> **SUPPLIED RECORDS**:
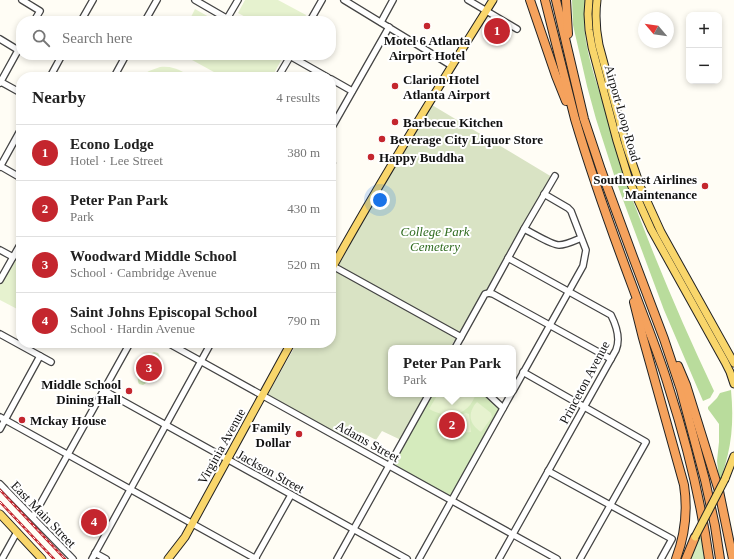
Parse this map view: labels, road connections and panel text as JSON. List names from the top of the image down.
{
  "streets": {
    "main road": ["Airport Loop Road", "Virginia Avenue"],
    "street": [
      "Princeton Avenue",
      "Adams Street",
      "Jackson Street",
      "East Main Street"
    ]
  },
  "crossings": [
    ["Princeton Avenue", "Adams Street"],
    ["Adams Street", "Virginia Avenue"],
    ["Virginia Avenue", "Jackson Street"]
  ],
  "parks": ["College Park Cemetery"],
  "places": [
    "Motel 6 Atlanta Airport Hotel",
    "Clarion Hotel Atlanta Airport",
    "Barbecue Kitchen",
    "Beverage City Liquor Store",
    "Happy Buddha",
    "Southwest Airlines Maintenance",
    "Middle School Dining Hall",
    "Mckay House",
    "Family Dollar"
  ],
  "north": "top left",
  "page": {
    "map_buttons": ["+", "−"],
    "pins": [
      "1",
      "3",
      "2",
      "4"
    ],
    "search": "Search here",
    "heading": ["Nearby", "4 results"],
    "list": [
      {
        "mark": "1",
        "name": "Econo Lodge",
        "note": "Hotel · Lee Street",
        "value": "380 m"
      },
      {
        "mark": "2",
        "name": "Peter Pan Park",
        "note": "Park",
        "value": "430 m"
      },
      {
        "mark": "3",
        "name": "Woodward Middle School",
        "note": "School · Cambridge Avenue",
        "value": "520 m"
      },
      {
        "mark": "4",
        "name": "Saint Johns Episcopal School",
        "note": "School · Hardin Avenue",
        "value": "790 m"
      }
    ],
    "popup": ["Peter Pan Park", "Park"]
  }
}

> **REQUIRED ACTION**:
In the records above, find each line that holds the word "Airport"; copy all such lines.

> **RESPONSE**:
    "main road": ["Airport Loop Road", "Virginia Avenue"],
    "Motel 6 Atlanta Airport Hotel",
    "Clarion Hotel Atlanta Airport",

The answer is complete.